# Perfect Bug Out Bottle



## sailaway (Mar 12, 2009)

I have finally found the perfect BOB (bottle) Nalgene came out with a S.S. Bottle with a mouth the size of their plastic ones. The Silva starter compass will fit down the throat of it. I have been perplexed by this for quite some time. I want a s.s. bottle that will fit all of my supplies including an orienteering compass. I also wanted a BOB that I could boil water in to purify it or heat a hot meal. This is the first Bottle that will do both.:congrat:Hope this helps anyone else that has been wrestling with this issue. I purchased my bottle at dicks, I believe the compass come from the local BSA shop. Sail


----------



## Al-Thi'b (Jan 6, 2010)

cheaperthandirt also has these kinds of bottles some with different types of accessories.


----------



## sailaway (Mar 12, 2009)

Al-Thi'b said:


> cheaperthandirt also has these kinds of bottles some with different types of accessories.
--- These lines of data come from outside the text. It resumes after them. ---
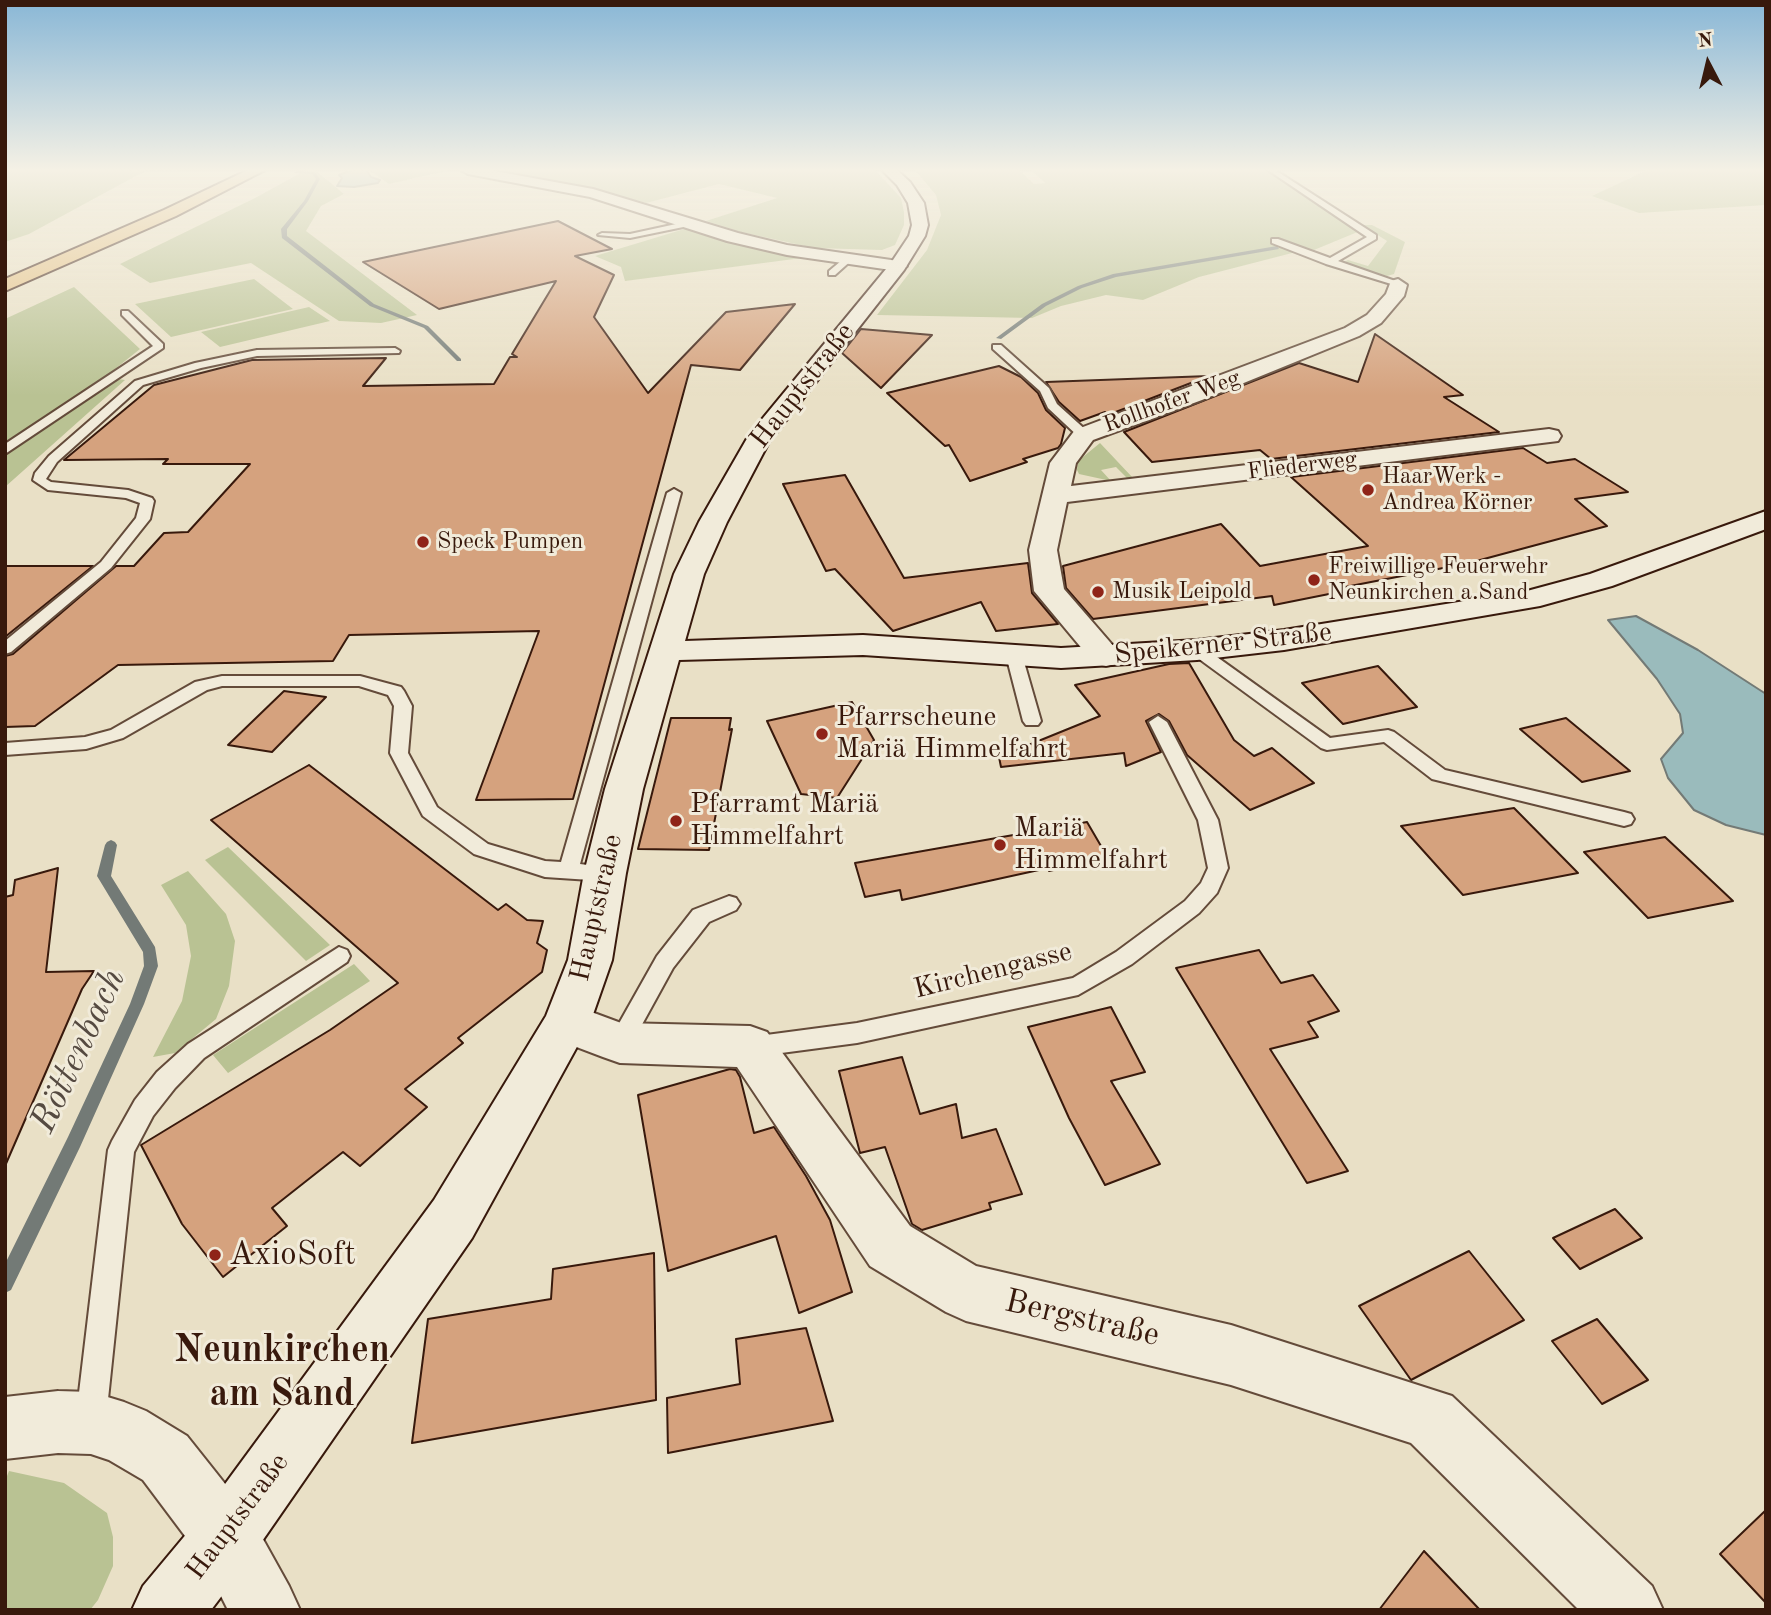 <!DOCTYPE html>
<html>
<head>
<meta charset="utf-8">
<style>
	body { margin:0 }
	#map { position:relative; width:1771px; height:1615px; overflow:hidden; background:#e9e0c6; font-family:"Old Standard TT",serif }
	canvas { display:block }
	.frame { position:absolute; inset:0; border:7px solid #38190c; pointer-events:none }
	.north { position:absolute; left:1673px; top:28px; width:70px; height:70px; -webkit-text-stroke:5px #f1ebda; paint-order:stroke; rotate:353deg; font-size:19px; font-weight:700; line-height:28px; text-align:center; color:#38190c }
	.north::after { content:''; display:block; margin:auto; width:24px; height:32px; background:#38190c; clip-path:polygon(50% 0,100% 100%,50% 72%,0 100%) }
</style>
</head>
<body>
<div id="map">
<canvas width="1771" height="1615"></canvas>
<div class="frame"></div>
<div class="north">N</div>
</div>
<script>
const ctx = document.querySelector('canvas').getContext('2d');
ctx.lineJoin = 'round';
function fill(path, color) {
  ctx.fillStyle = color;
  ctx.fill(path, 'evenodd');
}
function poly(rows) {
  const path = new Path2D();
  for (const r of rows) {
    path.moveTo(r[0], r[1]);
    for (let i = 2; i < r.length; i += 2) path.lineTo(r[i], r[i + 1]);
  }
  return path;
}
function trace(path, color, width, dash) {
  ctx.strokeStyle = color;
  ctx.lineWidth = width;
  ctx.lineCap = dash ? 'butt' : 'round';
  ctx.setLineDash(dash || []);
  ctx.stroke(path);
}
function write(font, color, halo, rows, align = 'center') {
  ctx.font = font + ' "Old Standard TT",serif';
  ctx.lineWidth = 6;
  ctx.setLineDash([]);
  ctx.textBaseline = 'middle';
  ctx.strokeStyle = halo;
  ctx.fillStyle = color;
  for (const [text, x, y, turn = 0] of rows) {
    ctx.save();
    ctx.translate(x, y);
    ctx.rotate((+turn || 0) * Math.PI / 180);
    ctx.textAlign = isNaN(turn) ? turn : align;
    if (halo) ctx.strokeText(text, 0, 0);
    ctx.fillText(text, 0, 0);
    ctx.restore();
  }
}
const green = poly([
	[5,170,147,170,29,234,5,242],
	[306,170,315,170,344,194,321,206,306,231,417,315,381,323,339,321,251,263,150,283,120,264,255,198],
	[369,170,450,170,389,184],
	[486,170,875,170,901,198,904,212,904,225,895,245,882,250,814,248,741,232,706,221,777,198,719,184,646,203,605,192],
	[915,170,1019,170,1034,184,1045,183,1031,170,1265,170,1360,231,1314,250,1283,240,1272,242,1296,252,1199,277,1143,300,1106,295,1061,306,1032,318,877,315,927,250,941,215,936,195],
	[1647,170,1766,170,1766,205,1639,213,1592,196],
	[1362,225,1372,225,1405,242,1394,274,1387,276,1342,263,1348,260,1368,266,1387,241],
	[691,227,788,253,802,258,625,281,621,267,595,256],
	[254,279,293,309,171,337,135,304],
	[74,287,140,349,105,377,125,380,5,487,5,319],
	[309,307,330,321,220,347,201,332],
	[1100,443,1133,478,1128,479,1116,467,1101,470,1111,481,1079,474,1077,470,1078,461],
	[228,847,330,945,306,961,205,860],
	[188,871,226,914,235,941,229,986,216,1019,175,1053,153,1057,182,1001,191,956,186,925,161,885],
	[354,964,370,981,228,1073,213,1055],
	[9,1471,64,1483,107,1513,113,1537,113,1566,98,1600,90,1610,5,1610,5,1481]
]);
const water = poly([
	[352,170,366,170,371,177,380,180,378,183,354,187,337,186,342,178,339,175,352,170],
	[1636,616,1698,650,1766,694,1766,835,1726,825,1694,810,1668,778,1661,759,1683,733,1680,714,1657,679,1608,620,1636,616]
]);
const stream = poly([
	[101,170,180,170,178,171,101,170],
	[296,171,315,172,320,179,308,201,287,229,287,236,374,304,428,326,461,359,461,361,457,361,424,328,370,306,282,238,281,229,304,201,316,179,312,174,294,173,296,171],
	[1277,246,1279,249,1116,277,1082,288,1046,306,1001,339,996,338,1042,304,1078,286,1113,274,1277,246],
	[111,840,115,842,117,845,111,876,155,947,158,966,144,1004,80,1147,11,1290,5,1293,5,1264,68,1137,130,1004,144,966,143,952,97,876,105,845,107,842,111,840]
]);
const building = poly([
	[558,221,612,249,575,256,614,275,594,317,648,393,726,312,795,304,740,370,691,365,573,799,476,800,539,631,349,635,333,661,118,665,35,726,5,727,5,656,13,654,116,566,134,566,164,533,188,532,250,464,163,464,168,459,64,460,154,385,252,360,386,358,363,386,494,384,510,357,517,357,512,354,556,281,439,309,363,262,558,221],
	[861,329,932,335,881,388,842,353,861,329],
	[1375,334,1463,395,1444,397,1499,432,1271,459,1260,450,1152,462,1124,432,1299,363,1358,382,1375,334],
	[999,366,1021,377,1038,393,1046,410,1065,428,1061,444,1058,448,1023,459,1027,462,970,481,949,445,945,446,887,393,999,366],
	[1209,376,1108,415,1105,412,1080,421,1059,402,1046,382,1209,376],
	[1523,448,1547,463,1575,459,1628,492,1575,499,1607,526,1469,563,1340,588,1344,591,1274,605,1272,596,1093,619,1066,588,1063,566,1221,524,1260,566,1368,546,1291,477,1523,448],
	[845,475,904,578,1028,563,1032,593,1058,624,996,631,981,602,893,631,835,569,826,571,783,484,845,475],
	[5,566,93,566,5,637,5,566],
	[1189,663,1234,740,1254,756,1272,748,1314,783,1250,810,1187,755,1169,721,1159,714,1146,721,1161,752,1126,766,1124,753,1001,767,999,757,1100,716,1075,685,1169,664,1189,663],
	[1378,666,1417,707,1343,724,1302,683,1378,666],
	[284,691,326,697,272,752,228,745,284,691],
	[852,702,874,740,837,798,801,794,767,721,852,702],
	[671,718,731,718,729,730,732,729,709,850,638,849,671,718],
	[1566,718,1630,771,1582,782,1520,729,1566,718],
	[309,765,498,910,506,904,527,920,543,921,537,943,547,950,542,972,458,1038,463,1043,405,1089,427,1107,360,1166,343,1152,272,1208,287,1226,223,1277,182,1224,141,1145,330,1030,398,983,211,820,309,765],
	[1514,808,1578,873,1463,895,1401,826,1514,808],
	[1087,822,1108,858,1049,871,1048,868,902,900,900,890,865,897,855,863,1087,822],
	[1665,837,1733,901,1648,918,1584,852,1665,837],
	[58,868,46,972,94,971,82,989,5,1166,5,897,13,895,15,880,58,868],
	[1259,950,1281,983,1313,975,1339,1011,1308,1022,1318,1037,1270,1049,1348,1171,1307,1183,1176,968,1259,950],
	[1111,1007,1145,1072,1111,1081,1160,1164,1105,1185,1069,1118,1028,1027,1111,1007],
	[902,1057,920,1114,956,1104,962,1138,996,1129,1022,1194,989,1203,991,1209,922,1230,912,1224,885,1147,860,1153,839,1071,902,1057],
	[730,1069,736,1070,740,1077,754,1133,774,1127,806,1176,830,1220,852,1292,799,1313,776,1236,668,1271,638,1095,730,1069],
	[1615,1209,1642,1238,1580,1269,1553,1238,1615,1209],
	[1469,1251,1524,1320,1411,1380,1359,1306,1469,1251],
	[654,1253,656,1400,412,1443,428,1319,551,1299,553,1269,654,1253],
	[1597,1319,1648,1380,1602,1404,1552,1341,1597,1319],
	[806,1328,833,1421,668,1453,667,1398,740,1384,736,1339,806,1328],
	[1766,1510,1766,1603,1720,1554,1766,1510],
	[1424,1551,1480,1610,1379,1610,1424,1551]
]);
const lane = poly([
	[1268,170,1275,170,1376,235,1376,239,1338,261,1401,283,1401,287,1326,264,1272,243,1272,239,1278,239,1330,258,1367,237,1268,170],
	[690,221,693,225,630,238,598,235,602,233,630,234,690,221],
	[847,256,854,258,835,275,829,275,829,271,847,256],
	[122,311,128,311,163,344,163,348,5,454,5,444,153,346,122,315,122,311],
	[993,345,1001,345,1049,388,1057,404,1088,432,1088,438,1080,438,1048,408,1040,391,993,349,993,345],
	[395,348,400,351,399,353,257,356,201,368,143,385,57,462,46,479,51,482,128,490,152,498,154,501,150,519,111,568,11,652,5,654,5,641,101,562,136,518,140,503,126,498,48,490,33,480,35,473,49,456,135,381,195,363,257,350,395,348],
	[674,489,681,493,580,864,612,868,615,873,612,878,605,881,545,877,474,854,423,816,390,753,394,706,388,695,359,686,222,686,207,690,123,738,86,749,5,755,5,743,85,737,111,730,195,682,222,676,360,676,401,687,404,691,412,706,408,753,437,807,488,844,545,861,561,862,667,493,674,489],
	[1197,645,1203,647,1330,738,1388,730,1394,732,1445,770,1624,812,1631,814,1634,819,1631,824,1624,826,1432,779,1384,742,1327,750,1321,748,1191,653,1189,650,1191,647,1197,645],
	[1014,650,1022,655,1041,721,1038,725,1026,725,1023,721,1006,655,1014,650],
	[1158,716,1167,722,1218,820,1228,868,1217,893,1199,913,1132,964,1078,995,857,1043,751,1057,743,1054,739,1047,743,1040,751,1037,857,1023,1073,978,1116,952,1185,901,1201,883,1208,868,1198,820,1149,722,1158,716],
	[729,896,736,898,740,904,736,910,709,922,673,968,628,1050,620,1053,612,1050,608,1043,657,956,693,910,729,896],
	[339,947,347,950,350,956,347,962,204,1058,175,1088,153,1116,134,1152,106,1418,102,1429,91,1433,80,1429,76,1418,108,1150,112,1141,135,1100,157,1072,188,1044,339,947]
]);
const street = poly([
	[461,170,489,170,593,189,738,233,787,245,898,261,907,266,898,271,787,255,727,241,590,197,468,174,461,170],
	[1398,279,1407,285,1404,296,1381,323,1359,336,1202,400,1093,440,1076,463,1071,486,1549,429,1558,431,1561,436,1558,441,1067,502,1057,550,1064,589,1122,656,1118,663,1106,666,1094,663,1034,591,1029,550,1050,463,1075,430,1345,328,1367,315,1386,294,1391,281,1398,279],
	[567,1003,621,1023,750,1026,767,1032,910,1226,976,1266,1231,1325,1452,1396,1652,1586,1663,1610,1579,1610,1411,1443,1231,1385,966,1321,946,1312,870,1266,737,1067,620,1063,603,1057,550,1037,544,1023,550,1009,567,1003],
	[58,1391,91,1392,124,1402,146,1411,187,1436,249,1514,289,1586,300,1610,228,1610,203,1560,143,1480,109,1460,91,1454,58,1453,5,1459,5,1397,58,1391]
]);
const secondary = poly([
	[882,170,897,170,910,182,924,203,928,225,925,236,904,270,769,442,727,522,704,574,685,641,863,635,1061,648,1197,640,1284,630,1527,591,1590,574,1766,511,1766,529,1612,586,1540,606,1284,650,1197,660,1061,668,863,655,679,660,643,789,626,873,612,960,590,1023,472,1238,249,1560,211,1610,132,1610,143,1586,203,1514,434,1200,546,1016,568,960,584,873,605,789,674,574,699,522,749,435,891,263,909,236,912,225,908,203,897,185,882,170]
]);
const highway = poly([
	[248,170,265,170,176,216,5,291,5,279,164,210,248,170]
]);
const markers = [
	[1368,490,7,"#8f2418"],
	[423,542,7,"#8f2418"],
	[1314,580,7,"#8f2418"],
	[1098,592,7,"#8f2418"],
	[822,734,7,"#8f2418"],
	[676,821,7,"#8f2418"],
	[1000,845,7,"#8f2418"],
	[215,1255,7,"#8f2418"]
];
const farStreetnames = [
	["Rollhofer Weg",1172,402,-20],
	["Fliederweg",1302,466,-7]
];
const farPoinames = [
	["HaarWerk -",1382,477],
	["Andrea Körner",1382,503],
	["Speck Pumpen",437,542],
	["Freiwillige Feuerwehr",1328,567],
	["Neunkirchen a.Sand",1328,593],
	["Musik Leipold",1112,592]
];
const streetNames = [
	["Hauptstraße",803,386,-52],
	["Speikerner Straße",1223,644,-6],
	["Hauptstraße",597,908,-77],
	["Kirchengasse",993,971,-14],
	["Hauptstraße",238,1517,-53]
];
const poiNames = [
	["Pfarrscheune",836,718],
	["Mariä Himmelfahrt",836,750],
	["Pfarramt Mariä",690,805],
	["Himmelfahrt",690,837],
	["Mariä",1014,829],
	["Himmelfahrt",1014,861]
];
const nearPoinames = [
	["AxioSoft",229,1255]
];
const nearStreetnames = [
	["Bergstraße",1082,1319,13]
];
const nearWaternames = [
	["Röttenbach",79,1051,-65]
];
const nearQuarternames = [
	["Neunkirchen",282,1351],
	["am Sand",282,1395]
];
fill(green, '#b9c293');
fill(water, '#9abbbc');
trace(water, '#737a76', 2);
fill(stream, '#737a76');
fill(building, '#d5a27e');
trace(building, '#38190c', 2);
trace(lane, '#644b3a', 4);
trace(street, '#644b3a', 4);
trace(secondary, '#38190c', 4);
trace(highway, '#38190c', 4);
fill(lane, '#f1ebda');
fill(street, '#f1ebda');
fill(secondary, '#f1ebda');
fill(highway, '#e4c083');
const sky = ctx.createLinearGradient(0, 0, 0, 396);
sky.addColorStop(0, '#89b7d6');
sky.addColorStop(0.43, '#f5f1e5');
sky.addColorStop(1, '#f5f1e500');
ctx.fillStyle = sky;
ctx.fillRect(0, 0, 1771, 396);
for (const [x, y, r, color] of markers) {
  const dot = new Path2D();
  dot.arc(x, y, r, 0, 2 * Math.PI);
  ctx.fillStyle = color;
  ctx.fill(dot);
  trace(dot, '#f1ebda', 2.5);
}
write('23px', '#38190c', '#f1ebda', farStreetnames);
write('23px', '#38190c', '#f1ebda', farPoinames, 'left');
write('28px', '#38190c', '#f1ebda', streetNames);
write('28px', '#38190c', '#f1ebda', poiNames, 'left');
write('33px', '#38190c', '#f1ebda', nearPoinames, 'left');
write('33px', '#38190c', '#f1ebda', nearStreetnames);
write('italic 37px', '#554a41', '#f1ebda', nearWaternames);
write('bold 38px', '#38190c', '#f1ebda', nearQuarternames);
</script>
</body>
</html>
I looked at their bottles, they aren't the quality I wanted. They all seem to be plastic and the necks are narrow. The SS Nalgene I purchased can be used over a fire for cooking in or boiling water for purification in. Also for navigating a good compass can be stored in it. Alot of the accessories in the prepackaged bottles aren't quite what I would prefer, I prefer putting my own together with a little more quality and more taylored to my needs for my part of the country. They do look like a good basic bottle to get started with and would be a good display one for working with the scouts.


----------



## ZoomZoom (Dec 18, 2009)

Watch those SS bottles in the winter. They're just like a flagpole and you can get your tongue or lips stuck to it...


----------